[Saved entries]
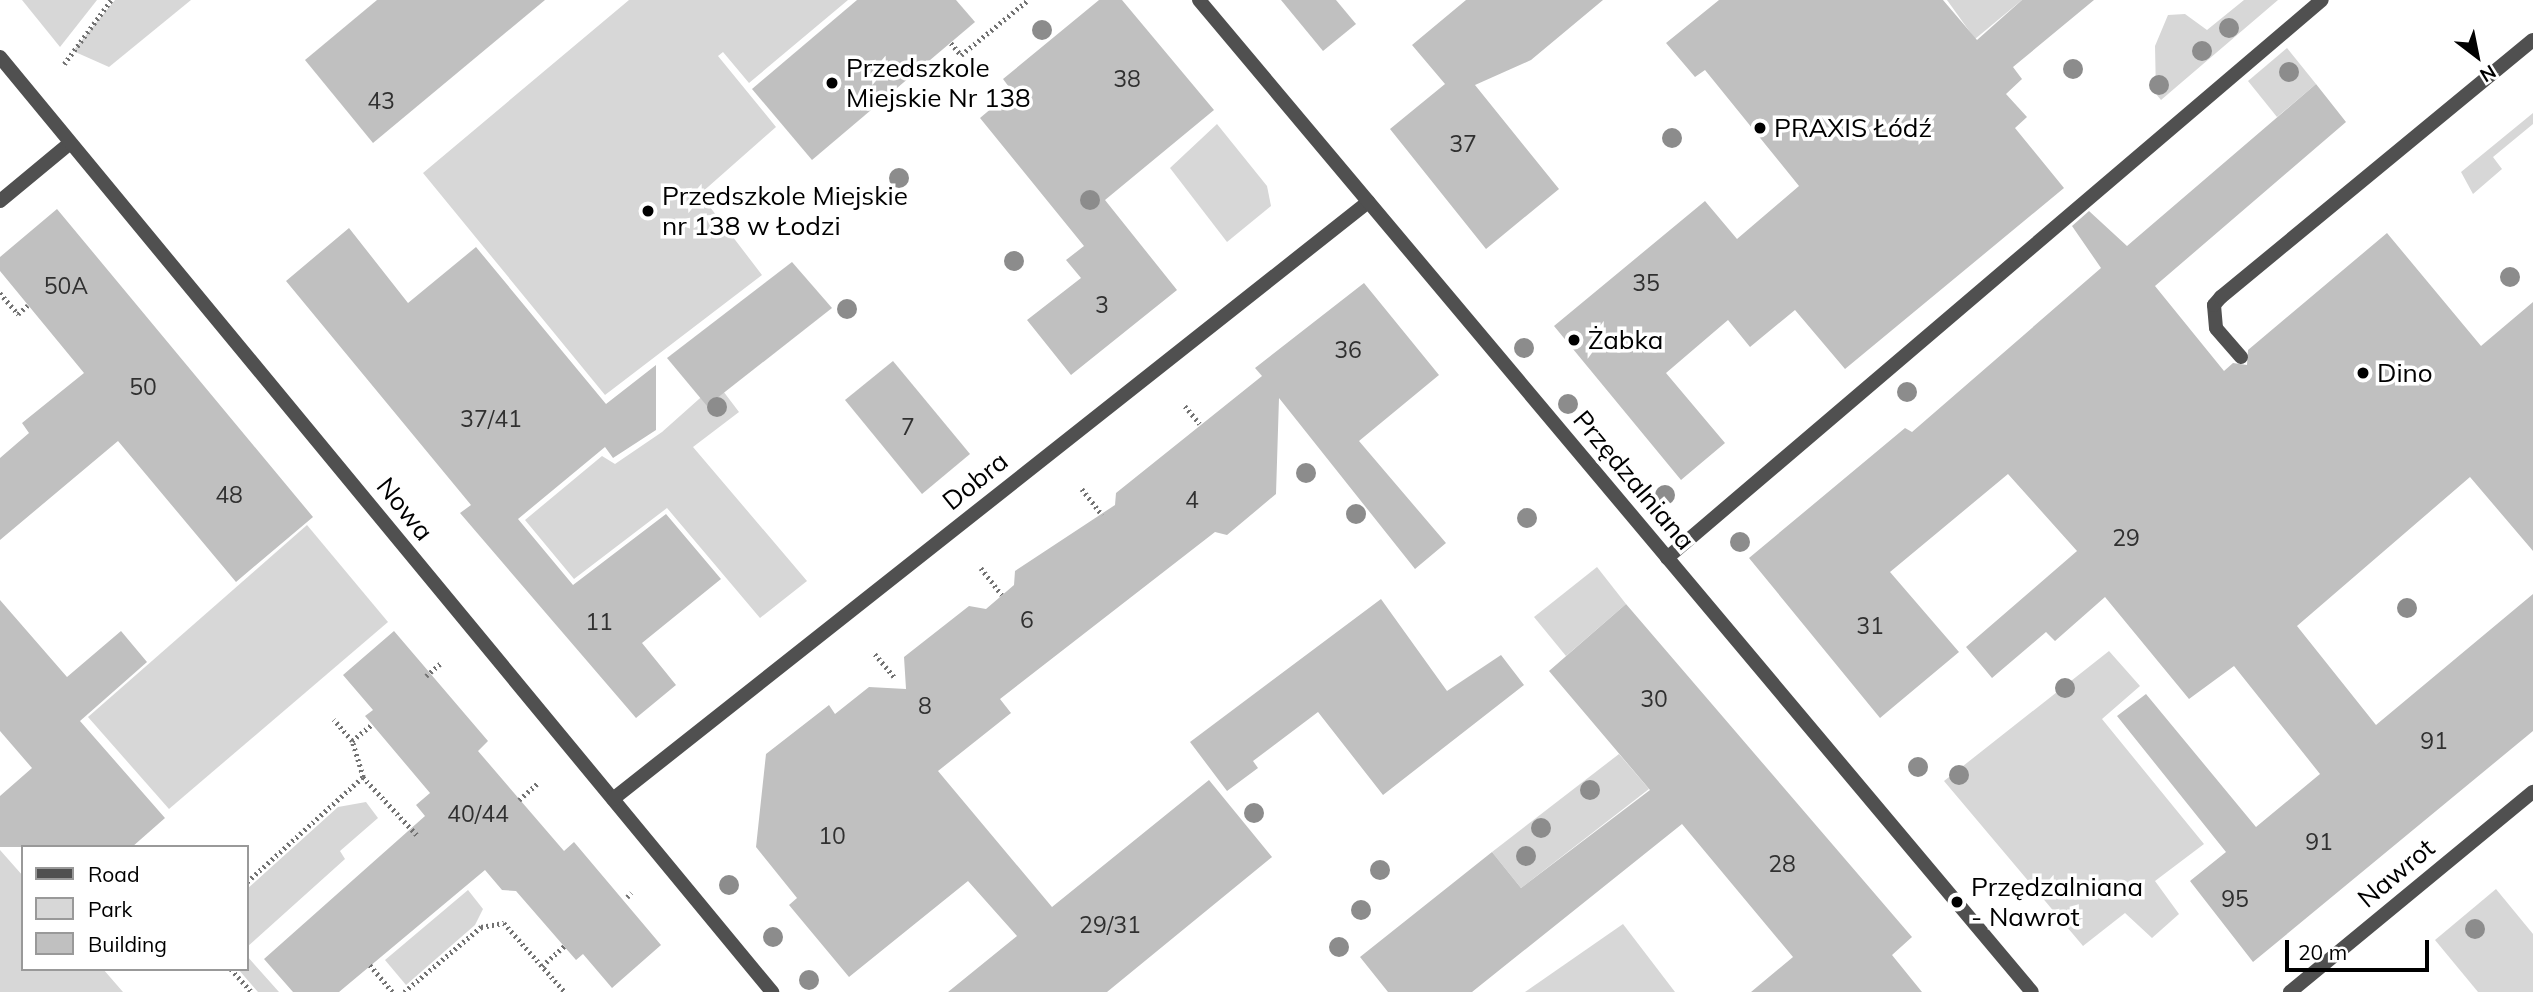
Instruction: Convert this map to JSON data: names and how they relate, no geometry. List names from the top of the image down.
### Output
{
  "streets": {
    "street": [
      "Przędzalniana",
      "Dobra",
      "Nowa",
      "Nawrot"
    ]
  },
  "crossings": [
    ["Przędzalniana", "Dobra"],
    ["Dobra", "Nowa"]
  ],
  "places": [
    "Przedszkole Miejskie Nr 138",
    "PRAXIS Łódź",
    "Przedszkole Miejskie nr 138 w Łodzi",
    "Żabka",
    "Dino",
    "Przędzalniana - Nawrot"
  ],
  "house_numbers": [
    "38",
    "43",
    "37",
    "35",
    "50A",
    "3",
    "36",
    "50",
    "37/41",
    "7",
    "48",
    "4",
    "29",
    "6",
    "11",
    "31",
    "30",
    "8",
    "91",
    "40/44",
    "10",
    "91",
    "28",
    "95",
    "29/31"
  ],
  "legend": ["Road", "Park", "Building"],
  "scale_bar": "20 m",
  "north": "bottom right"
}
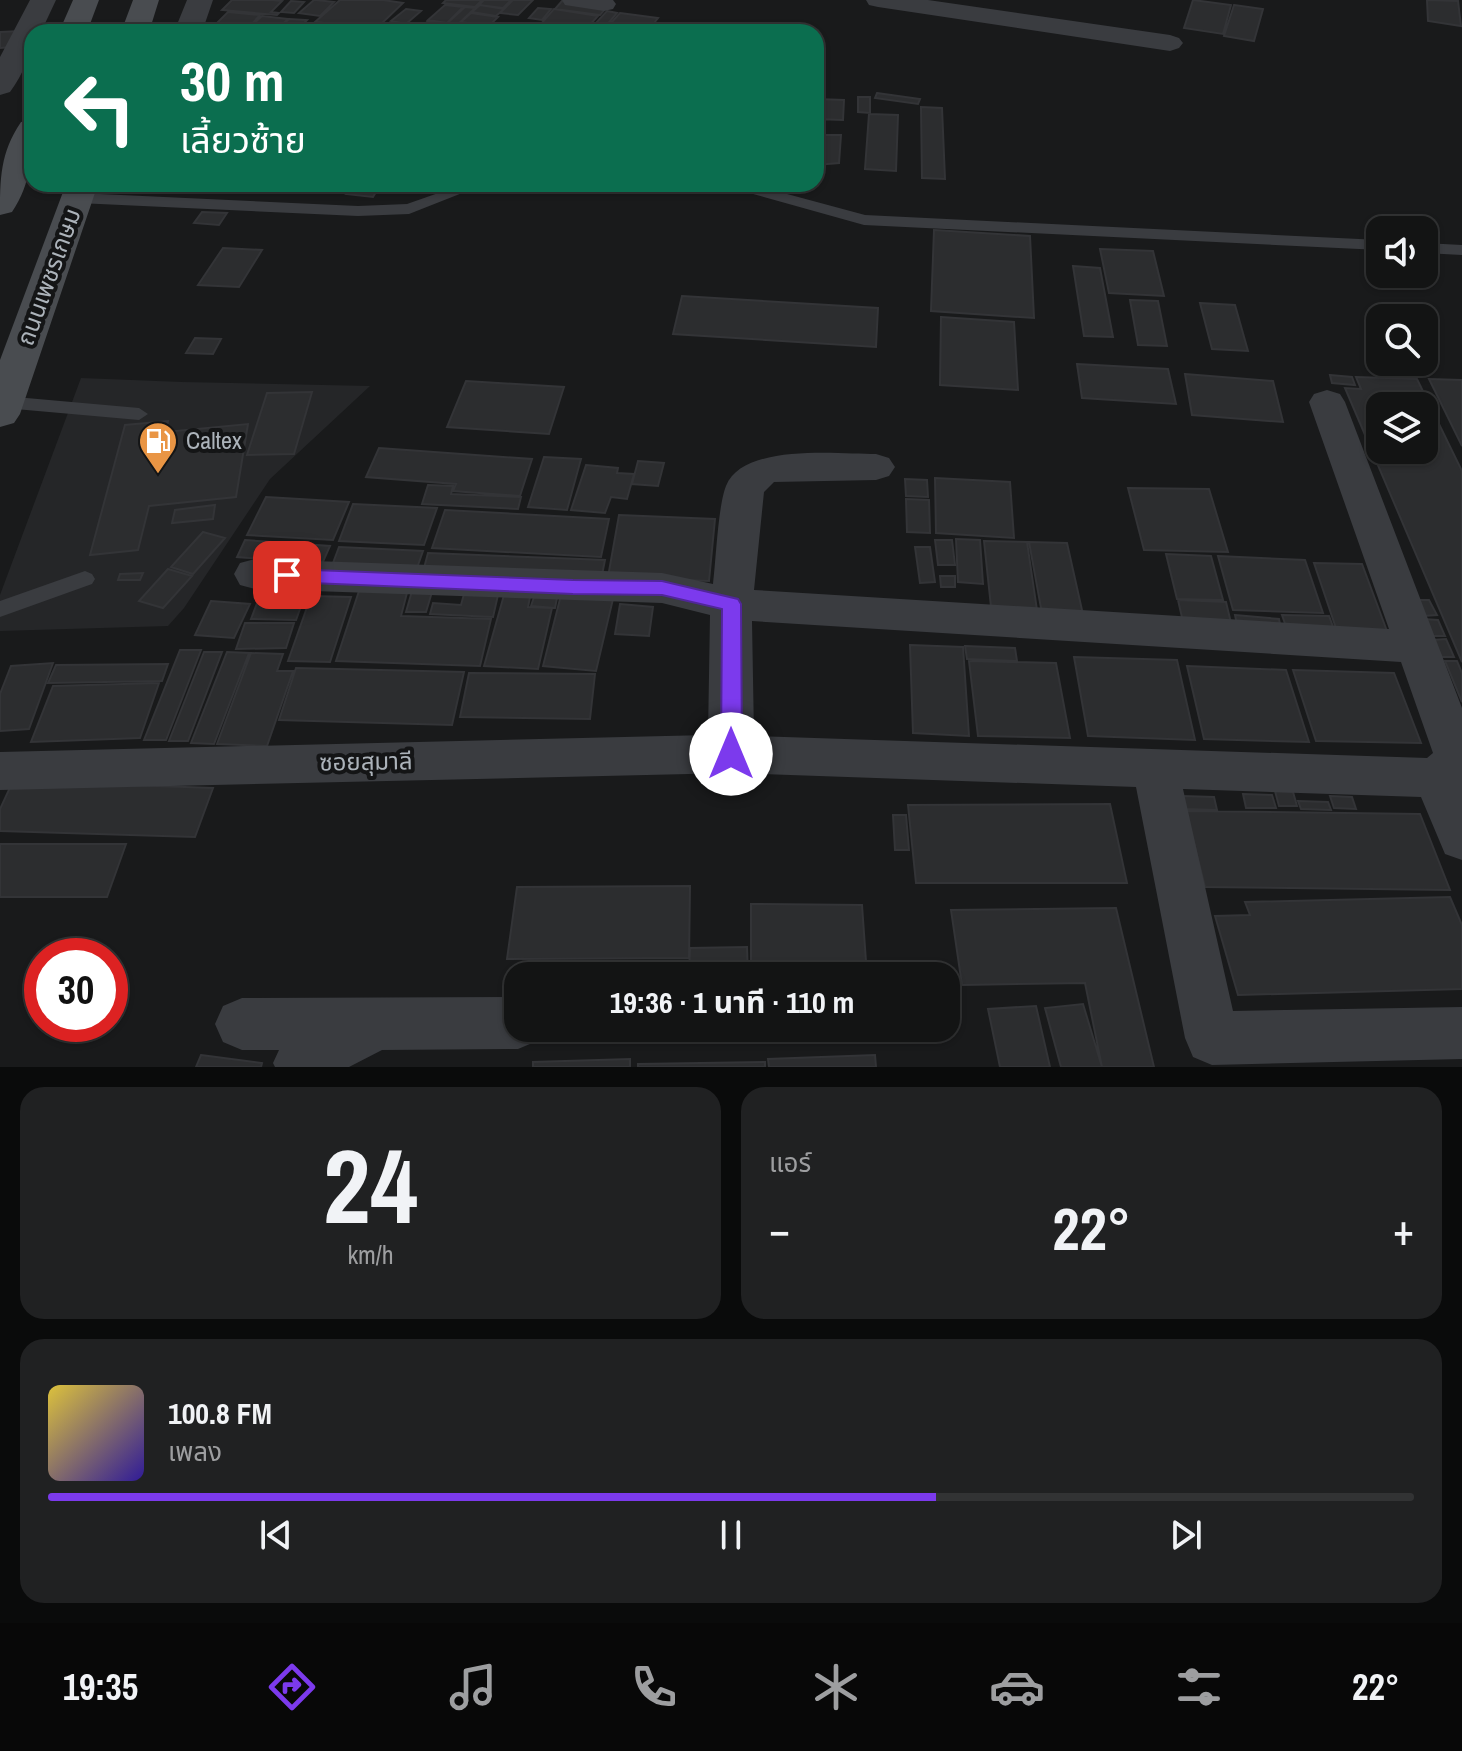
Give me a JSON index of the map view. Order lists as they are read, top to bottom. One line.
{"streets":{"main road":["ถนนเพชรเกษม"],"street":["ซอยสุมาลี"]},"places":{"fuel station":["Caltex"]},"page":{"turn":["30 m","เลี้ยวซ้าย"],"limit":"30","trip":"19:36 · 1 นาที · 110 m","tile":[["24","km/h"],"แอร์"],"heat":["−","22°","+"],"song":["100.8 FM","เพลง"],"tabs":["19:35","22°"]}}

Exercise details |
Would you copy each line above exactly as given, dropping any images?

Answer for the task |
Instruction: Convert this map to JSON data: names and how they relate, no geometry. List names from the top of the image down.
### Output
{
  "streets": {
    "street": [
      "Przędzalniana",
      "Dobra",
      "Nowa",
      "Nawrot"
    ]
  },
  "crossings": [
    ["Przędzalniana", "Dobra"],
    ["Dobra", "Nowa"]
  ],
  "places": [
    "Przedszkole Miejskie Nr 138",
    "PRAXIS Łódź",
    "Przedszkole Miejskie nr 138 w Łodzi",
    "Żabka",
    "Dino",
    "Przędzalniana - Nawrot"
  ],
  "house_numbers": [
    "38",
    "43",
    "37",
    "35",
    "50A",
    "3",
    "36",
    "50",
    "37/41",
    "7",
    "48",
    "4",
    "29",
    "6",
    "11",
    "31",
    "30",
    "8",
    "91",
    "40/44",
    "10",
    "91",
    "28",
    "95",
    "29/31"
  ],
  "legend": ["Road", "Park", "Building"],
  "scale_bar": "20 m",
  "north": "bottom right"
}
Give me a JSON index of the map view. Order lists as they are read, top to bottom. One line.
{"streets":{"main road":["ถนนเพชรเกษม"],"street":["ซอยสุมาลี"]},"places":{"fuel station":["Caltex"]},"page":{"turn":["30 m","เลี้ยวซ้าย"],"limit":"30","trip":"19:36 · 1 นาที · 110 m","tile":[["24","km/h"],"แอร์"],"heat":["−","22°","+"],"song":["100.8 FM","เพลง"],"tabs":["19:35","22°"]}}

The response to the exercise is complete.